**REQUIRED WORK**
Among the lines of data below, reproduce only those from the one with "position:absolute; width:21px; height:42px;" through the one with "padding:12px 0 0;", exactly as they stand, both ends included.
**** THE DATA
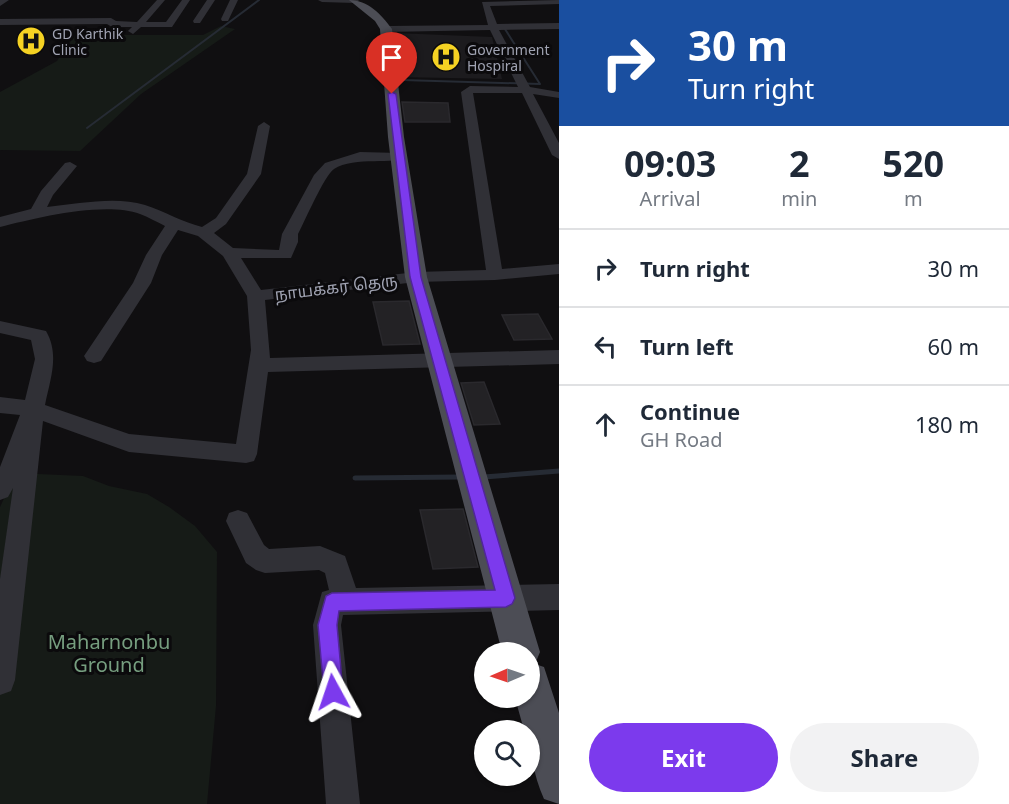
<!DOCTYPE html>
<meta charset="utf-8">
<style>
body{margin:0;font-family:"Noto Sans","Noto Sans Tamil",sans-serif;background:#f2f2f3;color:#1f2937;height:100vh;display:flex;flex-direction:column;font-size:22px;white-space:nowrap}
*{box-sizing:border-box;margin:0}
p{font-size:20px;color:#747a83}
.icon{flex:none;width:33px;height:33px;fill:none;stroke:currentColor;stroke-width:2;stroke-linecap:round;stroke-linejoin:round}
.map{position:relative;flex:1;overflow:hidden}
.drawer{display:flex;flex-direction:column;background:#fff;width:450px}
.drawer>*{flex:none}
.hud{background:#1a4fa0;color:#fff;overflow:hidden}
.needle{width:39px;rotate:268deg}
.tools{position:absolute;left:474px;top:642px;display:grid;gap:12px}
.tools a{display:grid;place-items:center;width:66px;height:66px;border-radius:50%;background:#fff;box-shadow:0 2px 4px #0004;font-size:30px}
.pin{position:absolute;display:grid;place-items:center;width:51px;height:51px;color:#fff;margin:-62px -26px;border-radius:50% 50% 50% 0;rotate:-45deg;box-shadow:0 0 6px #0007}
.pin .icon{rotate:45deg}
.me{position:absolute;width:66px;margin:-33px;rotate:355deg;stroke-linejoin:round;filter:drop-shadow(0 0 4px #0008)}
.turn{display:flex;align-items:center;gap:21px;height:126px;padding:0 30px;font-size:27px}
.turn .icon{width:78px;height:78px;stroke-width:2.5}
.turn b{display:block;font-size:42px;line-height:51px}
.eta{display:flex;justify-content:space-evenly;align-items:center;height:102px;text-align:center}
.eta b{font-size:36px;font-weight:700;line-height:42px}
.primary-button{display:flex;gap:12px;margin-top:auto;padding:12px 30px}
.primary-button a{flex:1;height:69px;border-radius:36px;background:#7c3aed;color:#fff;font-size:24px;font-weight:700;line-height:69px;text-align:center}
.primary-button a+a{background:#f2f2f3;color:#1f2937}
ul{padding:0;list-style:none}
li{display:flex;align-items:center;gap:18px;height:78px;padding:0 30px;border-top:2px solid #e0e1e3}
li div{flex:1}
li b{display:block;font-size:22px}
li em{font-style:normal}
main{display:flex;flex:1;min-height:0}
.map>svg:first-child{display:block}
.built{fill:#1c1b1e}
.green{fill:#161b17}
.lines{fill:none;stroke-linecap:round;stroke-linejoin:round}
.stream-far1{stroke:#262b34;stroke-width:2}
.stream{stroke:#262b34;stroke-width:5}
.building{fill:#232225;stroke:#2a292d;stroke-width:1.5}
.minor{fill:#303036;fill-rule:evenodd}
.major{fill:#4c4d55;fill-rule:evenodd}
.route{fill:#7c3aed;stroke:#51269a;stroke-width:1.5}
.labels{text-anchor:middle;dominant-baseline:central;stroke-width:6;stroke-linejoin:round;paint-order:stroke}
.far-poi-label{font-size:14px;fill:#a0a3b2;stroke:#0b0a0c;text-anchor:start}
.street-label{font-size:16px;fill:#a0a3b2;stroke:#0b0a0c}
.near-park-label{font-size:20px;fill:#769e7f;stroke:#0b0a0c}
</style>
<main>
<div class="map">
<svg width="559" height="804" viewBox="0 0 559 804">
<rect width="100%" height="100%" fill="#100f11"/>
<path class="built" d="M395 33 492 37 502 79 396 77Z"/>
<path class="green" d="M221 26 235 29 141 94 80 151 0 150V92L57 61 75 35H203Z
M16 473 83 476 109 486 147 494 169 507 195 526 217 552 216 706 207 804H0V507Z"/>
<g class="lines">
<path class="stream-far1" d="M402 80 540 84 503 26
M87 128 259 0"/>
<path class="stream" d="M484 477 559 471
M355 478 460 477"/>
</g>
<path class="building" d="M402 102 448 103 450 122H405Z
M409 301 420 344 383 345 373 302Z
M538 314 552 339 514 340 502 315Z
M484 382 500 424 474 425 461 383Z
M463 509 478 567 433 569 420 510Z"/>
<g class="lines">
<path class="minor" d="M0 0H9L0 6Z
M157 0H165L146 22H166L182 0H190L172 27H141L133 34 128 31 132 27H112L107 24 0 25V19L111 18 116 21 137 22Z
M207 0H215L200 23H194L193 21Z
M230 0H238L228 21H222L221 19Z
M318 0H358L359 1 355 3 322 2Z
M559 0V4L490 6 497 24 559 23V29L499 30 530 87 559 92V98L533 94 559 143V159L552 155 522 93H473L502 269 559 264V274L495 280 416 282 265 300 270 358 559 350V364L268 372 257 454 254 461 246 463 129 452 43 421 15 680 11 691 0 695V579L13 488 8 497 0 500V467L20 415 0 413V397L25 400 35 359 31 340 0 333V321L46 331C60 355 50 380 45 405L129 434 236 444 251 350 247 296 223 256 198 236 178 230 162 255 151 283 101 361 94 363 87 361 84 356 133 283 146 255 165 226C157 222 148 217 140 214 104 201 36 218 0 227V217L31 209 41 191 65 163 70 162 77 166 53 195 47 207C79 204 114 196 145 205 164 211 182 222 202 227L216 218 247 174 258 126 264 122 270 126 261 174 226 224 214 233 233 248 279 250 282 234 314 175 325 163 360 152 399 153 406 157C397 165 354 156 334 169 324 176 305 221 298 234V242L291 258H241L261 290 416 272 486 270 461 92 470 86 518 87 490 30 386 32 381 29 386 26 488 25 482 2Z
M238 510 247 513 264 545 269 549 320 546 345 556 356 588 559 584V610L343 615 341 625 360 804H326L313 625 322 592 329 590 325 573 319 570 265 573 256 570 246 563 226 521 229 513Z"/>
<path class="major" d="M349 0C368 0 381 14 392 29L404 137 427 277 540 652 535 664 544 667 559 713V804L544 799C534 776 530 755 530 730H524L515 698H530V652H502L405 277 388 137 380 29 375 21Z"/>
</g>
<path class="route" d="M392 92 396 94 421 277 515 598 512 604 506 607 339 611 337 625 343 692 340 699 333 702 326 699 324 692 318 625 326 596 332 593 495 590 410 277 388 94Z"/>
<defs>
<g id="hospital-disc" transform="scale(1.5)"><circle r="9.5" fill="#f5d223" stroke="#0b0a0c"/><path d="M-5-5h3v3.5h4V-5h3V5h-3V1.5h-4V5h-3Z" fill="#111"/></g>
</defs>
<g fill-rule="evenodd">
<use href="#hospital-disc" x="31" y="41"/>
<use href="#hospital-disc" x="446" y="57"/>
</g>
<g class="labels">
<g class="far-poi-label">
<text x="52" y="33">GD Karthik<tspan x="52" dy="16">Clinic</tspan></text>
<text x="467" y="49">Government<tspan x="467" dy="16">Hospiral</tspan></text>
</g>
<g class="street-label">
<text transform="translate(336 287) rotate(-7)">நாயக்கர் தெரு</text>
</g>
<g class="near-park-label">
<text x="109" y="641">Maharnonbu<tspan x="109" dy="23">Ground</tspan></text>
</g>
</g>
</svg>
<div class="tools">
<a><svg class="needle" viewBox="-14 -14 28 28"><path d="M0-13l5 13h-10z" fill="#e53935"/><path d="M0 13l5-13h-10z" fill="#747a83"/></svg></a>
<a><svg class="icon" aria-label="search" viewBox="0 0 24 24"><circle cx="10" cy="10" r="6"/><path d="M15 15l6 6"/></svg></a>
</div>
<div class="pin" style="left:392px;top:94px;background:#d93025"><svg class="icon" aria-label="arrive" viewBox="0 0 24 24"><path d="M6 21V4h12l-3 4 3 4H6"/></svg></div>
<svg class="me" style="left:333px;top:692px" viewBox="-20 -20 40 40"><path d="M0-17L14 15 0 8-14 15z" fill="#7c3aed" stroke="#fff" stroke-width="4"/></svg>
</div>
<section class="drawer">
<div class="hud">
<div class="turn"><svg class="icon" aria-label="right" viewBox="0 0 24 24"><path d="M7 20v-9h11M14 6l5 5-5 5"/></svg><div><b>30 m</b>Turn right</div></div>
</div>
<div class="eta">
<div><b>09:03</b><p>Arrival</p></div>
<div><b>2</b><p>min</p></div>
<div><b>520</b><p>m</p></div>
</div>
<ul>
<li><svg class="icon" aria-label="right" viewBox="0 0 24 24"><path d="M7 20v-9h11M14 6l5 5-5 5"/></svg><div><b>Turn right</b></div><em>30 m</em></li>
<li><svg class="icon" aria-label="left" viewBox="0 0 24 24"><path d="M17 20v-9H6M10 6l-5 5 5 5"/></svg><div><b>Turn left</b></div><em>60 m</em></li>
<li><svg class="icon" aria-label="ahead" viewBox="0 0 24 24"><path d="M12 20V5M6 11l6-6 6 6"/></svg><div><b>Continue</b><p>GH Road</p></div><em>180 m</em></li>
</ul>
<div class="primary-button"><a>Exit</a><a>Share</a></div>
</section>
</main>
********
**** THE DATA
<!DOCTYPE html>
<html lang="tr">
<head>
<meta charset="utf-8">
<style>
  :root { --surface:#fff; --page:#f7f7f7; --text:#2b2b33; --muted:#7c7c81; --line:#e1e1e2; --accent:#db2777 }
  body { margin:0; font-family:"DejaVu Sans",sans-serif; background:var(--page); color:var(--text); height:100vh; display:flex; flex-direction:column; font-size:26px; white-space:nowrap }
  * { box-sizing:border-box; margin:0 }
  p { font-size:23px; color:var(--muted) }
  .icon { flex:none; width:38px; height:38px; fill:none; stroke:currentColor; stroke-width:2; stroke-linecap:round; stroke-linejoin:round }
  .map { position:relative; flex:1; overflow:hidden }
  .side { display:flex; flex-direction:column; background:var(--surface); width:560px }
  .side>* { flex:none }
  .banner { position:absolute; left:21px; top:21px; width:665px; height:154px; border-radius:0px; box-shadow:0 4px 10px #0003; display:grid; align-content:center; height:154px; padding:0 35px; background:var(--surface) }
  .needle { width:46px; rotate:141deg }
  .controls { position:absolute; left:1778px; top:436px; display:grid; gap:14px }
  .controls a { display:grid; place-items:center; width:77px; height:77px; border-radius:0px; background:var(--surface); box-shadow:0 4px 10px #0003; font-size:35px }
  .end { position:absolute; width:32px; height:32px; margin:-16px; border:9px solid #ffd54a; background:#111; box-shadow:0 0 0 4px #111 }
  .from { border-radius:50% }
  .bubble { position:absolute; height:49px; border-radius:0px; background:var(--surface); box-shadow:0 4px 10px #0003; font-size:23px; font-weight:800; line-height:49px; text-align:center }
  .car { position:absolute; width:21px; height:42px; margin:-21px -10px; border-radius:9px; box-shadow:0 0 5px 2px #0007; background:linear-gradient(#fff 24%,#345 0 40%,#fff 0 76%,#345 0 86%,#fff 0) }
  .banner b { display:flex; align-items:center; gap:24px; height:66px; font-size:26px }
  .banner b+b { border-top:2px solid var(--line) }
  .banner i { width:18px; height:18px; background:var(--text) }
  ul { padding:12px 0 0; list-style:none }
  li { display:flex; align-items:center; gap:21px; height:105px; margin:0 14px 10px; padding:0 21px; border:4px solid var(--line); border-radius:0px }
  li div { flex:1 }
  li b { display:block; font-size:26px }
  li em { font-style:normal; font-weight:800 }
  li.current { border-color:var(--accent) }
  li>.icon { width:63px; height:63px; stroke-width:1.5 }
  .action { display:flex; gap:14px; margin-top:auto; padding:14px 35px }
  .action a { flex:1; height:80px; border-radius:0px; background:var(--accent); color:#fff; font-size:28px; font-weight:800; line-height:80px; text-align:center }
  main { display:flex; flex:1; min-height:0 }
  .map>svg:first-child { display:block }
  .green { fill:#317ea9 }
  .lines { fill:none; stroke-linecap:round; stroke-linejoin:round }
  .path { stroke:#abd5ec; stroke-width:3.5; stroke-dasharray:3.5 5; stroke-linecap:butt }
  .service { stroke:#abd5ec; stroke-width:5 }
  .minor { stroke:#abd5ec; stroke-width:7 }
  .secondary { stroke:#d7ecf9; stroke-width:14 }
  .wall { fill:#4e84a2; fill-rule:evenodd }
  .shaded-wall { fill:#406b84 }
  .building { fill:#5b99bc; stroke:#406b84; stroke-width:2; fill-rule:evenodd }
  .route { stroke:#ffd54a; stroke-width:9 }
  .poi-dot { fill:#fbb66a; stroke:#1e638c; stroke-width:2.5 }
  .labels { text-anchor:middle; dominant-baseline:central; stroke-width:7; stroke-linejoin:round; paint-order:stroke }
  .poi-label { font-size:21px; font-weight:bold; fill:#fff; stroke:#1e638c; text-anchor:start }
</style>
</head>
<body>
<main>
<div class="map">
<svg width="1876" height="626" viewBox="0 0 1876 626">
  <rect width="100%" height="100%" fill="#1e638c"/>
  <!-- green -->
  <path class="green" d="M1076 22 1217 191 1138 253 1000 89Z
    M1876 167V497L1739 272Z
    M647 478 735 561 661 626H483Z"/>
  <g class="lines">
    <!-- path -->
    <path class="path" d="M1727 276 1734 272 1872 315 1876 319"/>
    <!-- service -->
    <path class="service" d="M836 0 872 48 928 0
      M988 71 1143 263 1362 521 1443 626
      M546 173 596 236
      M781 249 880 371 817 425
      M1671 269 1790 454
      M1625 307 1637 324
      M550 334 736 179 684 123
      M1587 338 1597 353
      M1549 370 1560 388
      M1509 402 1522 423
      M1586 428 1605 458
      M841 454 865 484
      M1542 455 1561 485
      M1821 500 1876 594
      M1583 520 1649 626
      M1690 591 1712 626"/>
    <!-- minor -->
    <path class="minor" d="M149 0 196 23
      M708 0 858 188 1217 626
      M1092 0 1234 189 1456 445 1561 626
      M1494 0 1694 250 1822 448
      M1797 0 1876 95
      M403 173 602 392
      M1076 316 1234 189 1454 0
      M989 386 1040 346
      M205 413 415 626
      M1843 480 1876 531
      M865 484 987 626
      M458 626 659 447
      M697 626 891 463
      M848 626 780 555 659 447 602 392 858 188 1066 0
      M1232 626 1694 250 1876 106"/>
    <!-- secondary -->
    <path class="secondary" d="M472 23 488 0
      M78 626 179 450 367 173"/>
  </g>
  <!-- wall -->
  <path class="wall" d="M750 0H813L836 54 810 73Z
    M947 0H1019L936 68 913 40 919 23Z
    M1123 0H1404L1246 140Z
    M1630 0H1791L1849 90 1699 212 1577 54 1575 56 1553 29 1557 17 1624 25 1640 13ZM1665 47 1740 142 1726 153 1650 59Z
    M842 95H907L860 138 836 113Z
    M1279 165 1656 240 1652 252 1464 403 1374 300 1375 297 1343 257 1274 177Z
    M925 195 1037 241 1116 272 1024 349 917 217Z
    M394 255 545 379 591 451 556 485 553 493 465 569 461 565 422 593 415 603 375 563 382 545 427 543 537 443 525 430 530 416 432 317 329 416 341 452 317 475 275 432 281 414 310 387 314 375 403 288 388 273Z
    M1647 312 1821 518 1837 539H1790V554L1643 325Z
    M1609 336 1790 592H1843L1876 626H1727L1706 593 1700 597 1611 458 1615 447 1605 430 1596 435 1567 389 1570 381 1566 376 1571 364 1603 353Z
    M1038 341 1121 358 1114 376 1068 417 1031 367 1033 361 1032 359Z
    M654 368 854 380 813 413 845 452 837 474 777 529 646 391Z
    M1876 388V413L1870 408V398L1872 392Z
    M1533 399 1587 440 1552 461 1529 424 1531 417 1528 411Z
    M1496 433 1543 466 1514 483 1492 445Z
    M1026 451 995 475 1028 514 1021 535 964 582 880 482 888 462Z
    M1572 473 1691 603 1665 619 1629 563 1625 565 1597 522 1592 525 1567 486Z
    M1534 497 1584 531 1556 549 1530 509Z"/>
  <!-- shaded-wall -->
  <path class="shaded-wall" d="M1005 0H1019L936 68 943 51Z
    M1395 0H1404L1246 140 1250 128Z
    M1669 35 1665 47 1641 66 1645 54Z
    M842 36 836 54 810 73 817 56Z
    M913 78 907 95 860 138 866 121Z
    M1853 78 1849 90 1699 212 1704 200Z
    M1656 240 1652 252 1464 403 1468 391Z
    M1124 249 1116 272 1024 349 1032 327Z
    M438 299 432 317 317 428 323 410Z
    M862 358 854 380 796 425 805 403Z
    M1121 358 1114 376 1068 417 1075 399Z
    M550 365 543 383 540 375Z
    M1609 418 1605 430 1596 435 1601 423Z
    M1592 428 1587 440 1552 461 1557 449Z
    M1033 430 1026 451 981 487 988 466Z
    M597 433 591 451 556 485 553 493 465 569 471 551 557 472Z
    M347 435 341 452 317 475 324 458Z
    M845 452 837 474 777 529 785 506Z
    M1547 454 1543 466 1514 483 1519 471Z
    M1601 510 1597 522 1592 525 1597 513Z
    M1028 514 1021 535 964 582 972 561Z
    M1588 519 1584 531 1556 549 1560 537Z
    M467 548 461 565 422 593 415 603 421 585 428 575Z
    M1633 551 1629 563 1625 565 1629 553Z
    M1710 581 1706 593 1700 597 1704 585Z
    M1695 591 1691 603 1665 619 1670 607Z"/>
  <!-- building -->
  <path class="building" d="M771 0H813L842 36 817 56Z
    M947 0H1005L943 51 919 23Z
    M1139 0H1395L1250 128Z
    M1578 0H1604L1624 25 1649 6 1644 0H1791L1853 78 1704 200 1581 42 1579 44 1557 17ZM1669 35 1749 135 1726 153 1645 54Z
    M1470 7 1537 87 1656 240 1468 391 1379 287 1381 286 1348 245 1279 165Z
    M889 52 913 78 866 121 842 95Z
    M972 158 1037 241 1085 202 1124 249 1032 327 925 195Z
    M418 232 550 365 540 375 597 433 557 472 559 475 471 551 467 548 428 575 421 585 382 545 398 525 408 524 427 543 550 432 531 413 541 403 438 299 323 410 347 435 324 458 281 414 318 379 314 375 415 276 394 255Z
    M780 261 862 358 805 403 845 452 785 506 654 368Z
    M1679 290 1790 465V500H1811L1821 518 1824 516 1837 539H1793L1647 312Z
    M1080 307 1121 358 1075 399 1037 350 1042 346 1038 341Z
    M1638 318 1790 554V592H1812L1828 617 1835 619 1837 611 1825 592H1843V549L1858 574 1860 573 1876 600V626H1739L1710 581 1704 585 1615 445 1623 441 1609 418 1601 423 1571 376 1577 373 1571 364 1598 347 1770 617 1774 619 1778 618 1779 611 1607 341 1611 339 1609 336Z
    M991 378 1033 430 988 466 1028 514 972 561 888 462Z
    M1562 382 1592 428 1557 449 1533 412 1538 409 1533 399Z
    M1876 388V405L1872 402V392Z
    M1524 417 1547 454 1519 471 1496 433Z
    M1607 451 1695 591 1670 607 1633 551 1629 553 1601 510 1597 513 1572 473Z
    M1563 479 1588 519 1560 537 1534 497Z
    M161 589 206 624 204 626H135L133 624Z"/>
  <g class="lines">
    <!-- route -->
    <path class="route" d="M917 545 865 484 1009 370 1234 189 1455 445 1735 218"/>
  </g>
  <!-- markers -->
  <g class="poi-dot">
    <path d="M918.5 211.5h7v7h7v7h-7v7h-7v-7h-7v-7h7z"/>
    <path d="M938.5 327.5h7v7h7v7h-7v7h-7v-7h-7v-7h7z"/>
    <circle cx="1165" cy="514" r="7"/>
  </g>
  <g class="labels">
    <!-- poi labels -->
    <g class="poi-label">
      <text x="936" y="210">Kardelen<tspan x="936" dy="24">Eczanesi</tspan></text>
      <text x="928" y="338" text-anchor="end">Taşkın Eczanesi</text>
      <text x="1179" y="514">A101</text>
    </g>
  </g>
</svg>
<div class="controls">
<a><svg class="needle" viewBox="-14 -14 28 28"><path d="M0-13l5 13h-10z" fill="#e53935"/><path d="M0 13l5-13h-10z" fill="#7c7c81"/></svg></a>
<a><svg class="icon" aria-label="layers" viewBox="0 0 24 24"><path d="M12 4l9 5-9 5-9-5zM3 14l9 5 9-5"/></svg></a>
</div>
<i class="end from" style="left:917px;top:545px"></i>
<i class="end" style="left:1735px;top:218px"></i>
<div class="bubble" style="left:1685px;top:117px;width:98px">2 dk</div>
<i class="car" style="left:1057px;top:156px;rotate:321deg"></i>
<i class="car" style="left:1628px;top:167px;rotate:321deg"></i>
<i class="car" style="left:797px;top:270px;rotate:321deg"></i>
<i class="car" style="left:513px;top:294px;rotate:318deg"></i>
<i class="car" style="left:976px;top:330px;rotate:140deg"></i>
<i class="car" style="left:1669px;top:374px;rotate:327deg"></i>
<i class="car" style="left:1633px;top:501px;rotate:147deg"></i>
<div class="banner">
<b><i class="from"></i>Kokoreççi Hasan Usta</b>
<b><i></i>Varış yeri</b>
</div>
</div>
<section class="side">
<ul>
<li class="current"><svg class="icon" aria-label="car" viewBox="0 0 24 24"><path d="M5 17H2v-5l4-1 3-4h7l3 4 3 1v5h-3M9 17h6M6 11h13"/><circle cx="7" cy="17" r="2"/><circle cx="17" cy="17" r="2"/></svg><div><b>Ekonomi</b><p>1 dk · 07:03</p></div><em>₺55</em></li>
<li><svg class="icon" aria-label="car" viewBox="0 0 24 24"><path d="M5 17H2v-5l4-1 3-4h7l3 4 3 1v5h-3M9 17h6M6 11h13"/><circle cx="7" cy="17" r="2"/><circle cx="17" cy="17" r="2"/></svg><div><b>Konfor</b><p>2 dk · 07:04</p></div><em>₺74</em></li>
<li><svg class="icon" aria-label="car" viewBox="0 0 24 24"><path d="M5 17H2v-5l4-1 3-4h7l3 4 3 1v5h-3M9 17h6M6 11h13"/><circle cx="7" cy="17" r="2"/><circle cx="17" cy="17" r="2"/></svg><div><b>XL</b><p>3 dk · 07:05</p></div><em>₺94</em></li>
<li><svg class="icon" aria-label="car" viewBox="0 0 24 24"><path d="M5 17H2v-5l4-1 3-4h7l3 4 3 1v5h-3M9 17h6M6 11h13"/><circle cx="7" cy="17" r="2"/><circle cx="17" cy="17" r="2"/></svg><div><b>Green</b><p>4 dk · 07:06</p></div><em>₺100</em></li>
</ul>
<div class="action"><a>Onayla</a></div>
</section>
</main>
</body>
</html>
********
**RESPONSE TO THIS EXERCISE**
  .car { position:absolute; width:21px; height:42px; margin:-21px -10px; border-radius:9px; box-shadow:0 0 5px 2px #0007; background:linear-gradient(#fff 24%,#345 0 40%,#fff 0 76%,#345 0 86%,#fff 0) }
  .banner b { display:flex; align-items:center; gap:24px; height:66px; font-size:26px }
  .banner b+b { border-top:2px solid var(--line) }
  .banner i { width:18px; height:18px; background:var(--text) }
  ul { padding:12px 0 0; list-style:none }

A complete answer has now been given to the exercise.